This is exactly the entitlement your comment parent was on about. A third party should not have active insight into the first party's business like that - or their customers'. GDPR is a very welcome step forward in this regard, and I hope that more of such will come.
The sort of logic imputed by the GPDR would put an end to mailing parcels too. You could drive across town to deliver the package, you didn't need it delivered via the post. After all, every package shipped in the mail involves a third party who knows the sender and recipient's address and name. Best get to banning that sort of potential skulduggery ASAP!
This is really an idiotic law in that it punishes the symptom (a third-party web request), but ignores the underlying problem (data strip mining by Google, Facebook, Twitter, etc.). Punishing the data strip mining, but leave the third-party web requests (which is an intrinsic feature of the web) would at least make some logical sense.
No, the mailing parcels are fine. As long as they have proper employees that deliver the packages, and not a third party that does deliver, but also collects everyone's name, address, package sizes and estimated values, and projects household income, advertising cohort and then sells this to yet another third party. See the difference?

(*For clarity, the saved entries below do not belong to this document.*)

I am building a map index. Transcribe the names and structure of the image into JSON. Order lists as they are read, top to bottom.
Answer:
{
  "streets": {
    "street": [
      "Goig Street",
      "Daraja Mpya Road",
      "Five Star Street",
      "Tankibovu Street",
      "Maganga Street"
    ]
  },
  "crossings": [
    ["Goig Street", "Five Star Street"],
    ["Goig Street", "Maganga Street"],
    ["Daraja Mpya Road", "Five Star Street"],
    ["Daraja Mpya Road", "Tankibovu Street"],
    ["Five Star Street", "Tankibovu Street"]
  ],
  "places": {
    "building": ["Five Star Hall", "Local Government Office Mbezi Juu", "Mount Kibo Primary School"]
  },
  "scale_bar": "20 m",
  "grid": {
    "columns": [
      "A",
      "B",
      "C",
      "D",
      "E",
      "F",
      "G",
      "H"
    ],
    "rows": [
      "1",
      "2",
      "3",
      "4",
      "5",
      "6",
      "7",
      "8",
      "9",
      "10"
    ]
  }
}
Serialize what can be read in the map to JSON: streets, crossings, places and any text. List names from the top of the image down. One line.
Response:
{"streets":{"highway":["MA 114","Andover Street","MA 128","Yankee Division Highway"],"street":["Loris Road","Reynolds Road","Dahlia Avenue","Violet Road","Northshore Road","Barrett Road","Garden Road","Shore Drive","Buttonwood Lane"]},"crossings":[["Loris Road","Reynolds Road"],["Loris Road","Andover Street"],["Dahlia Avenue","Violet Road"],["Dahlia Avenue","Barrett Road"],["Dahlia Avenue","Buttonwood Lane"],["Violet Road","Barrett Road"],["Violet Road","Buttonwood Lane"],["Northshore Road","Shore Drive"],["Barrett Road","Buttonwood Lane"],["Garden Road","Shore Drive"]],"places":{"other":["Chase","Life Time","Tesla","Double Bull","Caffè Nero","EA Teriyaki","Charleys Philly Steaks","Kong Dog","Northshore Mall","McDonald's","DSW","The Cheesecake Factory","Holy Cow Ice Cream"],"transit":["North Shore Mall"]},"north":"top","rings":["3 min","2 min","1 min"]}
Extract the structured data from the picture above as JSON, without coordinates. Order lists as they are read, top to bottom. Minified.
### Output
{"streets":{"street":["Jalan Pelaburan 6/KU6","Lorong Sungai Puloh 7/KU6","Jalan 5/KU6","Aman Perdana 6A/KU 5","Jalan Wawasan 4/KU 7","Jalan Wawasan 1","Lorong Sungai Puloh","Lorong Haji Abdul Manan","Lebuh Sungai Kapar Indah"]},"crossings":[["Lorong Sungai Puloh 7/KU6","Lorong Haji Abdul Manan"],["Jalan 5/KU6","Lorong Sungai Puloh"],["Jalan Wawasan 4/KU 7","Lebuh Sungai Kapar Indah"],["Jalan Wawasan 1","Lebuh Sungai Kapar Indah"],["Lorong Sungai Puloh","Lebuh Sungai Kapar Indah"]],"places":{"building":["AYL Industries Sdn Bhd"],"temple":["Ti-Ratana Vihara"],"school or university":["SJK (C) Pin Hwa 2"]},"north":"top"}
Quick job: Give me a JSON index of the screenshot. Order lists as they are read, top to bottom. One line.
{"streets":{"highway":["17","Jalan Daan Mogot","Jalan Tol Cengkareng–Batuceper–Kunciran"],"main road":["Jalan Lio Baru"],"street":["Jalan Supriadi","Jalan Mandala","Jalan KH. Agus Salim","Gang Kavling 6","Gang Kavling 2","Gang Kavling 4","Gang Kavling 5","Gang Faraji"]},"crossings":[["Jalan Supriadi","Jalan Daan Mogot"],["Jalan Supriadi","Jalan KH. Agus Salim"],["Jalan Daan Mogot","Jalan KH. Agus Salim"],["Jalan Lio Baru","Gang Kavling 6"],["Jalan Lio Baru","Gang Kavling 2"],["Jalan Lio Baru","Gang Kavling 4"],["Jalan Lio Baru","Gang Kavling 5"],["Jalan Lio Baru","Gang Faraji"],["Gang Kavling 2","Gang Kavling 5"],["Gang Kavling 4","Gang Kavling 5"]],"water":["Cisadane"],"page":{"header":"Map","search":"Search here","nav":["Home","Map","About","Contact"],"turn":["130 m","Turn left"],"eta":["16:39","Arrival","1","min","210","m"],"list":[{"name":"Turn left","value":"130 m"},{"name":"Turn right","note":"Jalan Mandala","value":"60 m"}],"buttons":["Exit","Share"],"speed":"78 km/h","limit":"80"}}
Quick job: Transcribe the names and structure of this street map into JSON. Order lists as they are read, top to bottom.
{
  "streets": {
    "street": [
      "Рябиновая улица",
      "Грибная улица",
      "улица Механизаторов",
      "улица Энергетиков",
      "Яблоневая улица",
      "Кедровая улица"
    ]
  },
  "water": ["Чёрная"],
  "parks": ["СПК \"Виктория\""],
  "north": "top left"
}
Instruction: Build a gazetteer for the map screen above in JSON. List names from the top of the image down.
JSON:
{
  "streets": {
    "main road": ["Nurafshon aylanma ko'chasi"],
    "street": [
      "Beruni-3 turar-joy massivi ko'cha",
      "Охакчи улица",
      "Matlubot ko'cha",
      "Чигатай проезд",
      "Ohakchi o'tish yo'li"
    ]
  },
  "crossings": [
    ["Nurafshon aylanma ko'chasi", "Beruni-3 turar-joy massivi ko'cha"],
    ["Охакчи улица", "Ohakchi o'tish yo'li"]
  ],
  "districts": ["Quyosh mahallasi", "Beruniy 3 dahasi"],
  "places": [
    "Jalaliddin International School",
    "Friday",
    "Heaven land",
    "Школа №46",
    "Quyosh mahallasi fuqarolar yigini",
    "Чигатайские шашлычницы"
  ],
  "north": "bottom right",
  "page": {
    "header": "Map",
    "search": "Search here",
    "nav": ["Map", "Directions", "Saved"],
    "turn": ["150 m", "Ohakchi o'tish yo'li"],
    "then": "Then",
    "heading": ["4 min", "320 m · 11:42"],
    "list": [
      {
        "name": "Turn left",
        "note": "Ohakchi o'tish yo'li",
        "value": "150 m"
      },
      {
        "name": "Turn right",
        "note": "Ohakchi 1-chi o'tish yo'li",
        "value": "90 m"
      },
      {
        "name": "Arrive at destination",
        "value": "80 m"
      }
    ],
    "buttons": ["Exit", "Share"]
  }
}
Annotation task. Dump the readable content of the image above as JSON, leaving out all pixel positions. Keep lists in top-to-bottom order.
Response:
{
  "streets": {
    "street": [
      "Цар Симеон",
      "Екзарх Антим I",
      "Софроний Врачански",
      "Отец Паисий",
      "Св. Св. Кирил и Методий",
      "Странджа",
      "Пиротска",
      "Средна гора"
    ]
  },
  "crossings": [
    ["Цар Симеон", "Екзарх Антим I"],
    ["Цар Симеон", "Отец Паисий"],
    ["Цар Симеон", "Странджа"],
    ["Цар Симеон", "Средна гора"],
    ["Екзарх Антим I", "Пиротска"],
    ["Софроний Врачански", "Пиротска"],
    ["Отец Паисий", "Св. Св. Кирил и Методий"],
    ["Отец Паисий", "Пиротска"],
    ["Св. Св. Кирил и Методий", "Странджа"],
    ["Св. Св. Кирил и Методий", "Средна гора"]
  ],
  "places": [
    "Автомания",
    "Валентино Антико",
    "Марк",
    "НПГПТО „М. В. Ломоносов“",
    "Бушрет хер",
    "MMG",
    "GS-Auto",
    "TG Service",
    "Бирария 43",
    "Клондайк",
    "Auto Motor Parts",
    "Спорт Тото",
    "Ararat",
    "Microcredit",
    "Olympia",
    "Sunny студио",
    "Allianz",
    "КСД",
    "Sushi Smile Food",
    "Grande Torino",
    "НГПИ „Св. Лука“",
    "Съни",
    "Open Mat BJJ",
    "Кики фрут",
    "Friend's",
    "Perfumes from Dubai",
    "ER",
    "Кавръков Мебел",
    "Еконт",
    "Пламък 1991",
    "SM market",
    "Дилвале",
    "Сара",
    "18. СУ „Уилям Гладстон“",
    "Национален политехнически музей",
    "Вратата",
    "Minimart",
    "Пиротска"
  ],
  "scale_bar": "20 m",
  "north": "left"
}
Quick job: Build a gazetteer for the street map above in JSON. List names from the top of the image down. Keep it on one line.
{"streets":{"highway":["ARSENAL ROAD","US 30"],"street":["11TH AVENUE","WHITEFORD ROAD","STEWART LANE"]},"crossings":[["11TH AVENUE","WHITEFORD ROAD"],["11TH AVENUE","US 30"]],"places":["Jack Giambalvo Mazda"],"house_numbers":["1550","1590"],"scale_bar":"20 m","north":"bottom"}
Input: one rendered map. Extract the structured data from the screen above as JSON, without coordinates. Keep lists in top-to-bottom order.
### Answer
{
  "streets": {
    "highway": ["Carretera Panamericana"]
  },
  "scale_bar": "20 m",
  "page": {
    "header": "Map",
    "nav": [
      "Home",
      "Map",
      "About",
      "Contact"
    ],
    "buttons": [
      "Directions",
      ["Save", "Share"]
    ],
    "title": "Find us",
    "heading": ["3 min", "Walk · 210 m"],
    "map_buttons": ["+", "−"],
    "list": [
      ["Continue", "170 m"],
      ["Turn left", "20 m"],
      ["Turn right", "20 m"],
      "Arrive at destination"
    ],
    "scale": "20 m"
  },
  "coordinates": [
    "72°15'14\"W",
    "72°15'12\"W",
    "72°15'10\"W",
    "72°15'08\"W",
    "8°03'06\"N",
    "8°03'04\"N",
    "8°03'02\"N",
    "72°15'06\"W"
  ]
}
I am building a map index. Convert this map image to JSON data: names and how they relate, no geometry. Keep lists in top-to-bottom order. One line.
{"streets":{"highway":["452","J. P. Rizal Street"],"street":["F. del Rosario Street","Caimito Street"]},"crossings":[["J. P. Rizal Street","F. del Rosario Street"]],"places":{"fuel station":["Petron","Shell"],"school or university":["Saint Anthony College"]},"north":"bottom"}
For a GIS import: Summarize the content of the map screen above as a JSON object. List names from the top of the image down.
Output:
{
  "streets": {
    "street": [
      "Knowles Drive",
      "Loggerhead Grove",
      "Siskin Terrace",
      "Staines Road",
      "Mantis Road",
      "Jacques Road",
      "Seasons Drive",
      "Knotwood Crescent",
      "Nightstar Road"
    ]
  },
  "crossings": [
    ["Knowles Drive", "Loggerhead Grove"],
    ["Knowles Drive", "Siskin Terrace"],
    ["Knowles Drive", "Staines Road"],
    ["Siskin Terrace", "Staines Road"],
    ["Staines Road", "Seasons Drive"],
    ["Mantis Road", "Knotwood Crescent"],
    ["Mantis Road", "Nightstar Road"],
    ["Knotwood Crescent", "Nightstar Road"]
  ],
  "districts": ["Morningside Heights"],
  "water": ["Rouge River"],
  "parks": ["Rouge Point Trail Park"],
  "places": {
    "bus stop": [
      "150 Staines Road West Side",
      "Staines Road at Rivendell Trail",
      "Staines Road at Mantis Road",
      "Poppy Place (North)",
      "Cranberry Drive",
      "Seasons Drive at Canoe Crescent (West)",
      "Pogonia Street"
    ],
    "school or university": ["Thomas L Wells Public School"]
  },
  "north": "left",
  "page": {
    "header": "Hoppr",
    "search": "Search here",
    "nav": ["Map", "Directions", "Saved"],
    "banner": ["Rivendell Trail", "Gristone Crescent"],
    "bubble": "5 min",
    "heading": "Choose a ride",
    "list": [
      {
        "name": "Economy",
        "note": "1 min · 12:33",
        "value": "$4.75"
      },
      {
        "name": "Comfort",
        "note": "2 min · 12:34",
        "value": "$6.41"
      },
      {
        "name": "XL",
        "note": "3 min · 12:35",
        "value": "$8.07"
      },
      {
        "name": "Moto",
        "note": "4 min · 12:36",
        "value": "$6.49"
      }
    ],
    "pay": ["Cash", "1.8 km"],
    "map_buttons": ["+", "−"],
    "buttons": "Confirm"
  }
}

Regarding the instrinic part of the internet argument, that's just an appeal to nature. Naturally the internet is such and such, and therefore it's good (and also currently widespread). That's not a reason why that should be. We forbid plenty of such intrinsicly human things by law, because that's how ~the ruling class can stay in power~ lots of people can live together in relative safety. For example hurting someone else is perfectly natural, I think. I think it happened lots of times before it became a sort of law to not do that. And of course it happens now in many direct and indirect ways, because people want to express, for example, just how angry they are at another. Yet I don't see how we shouldn't restrict this very intrinsic thing.
Also, but this is just conjecture, I think this application of GDPR would allow third party requests IF they are not logged for example. Because then the data collection doesn't happen. In TFA, the third party is Google, and that might be the thing that makes the difference.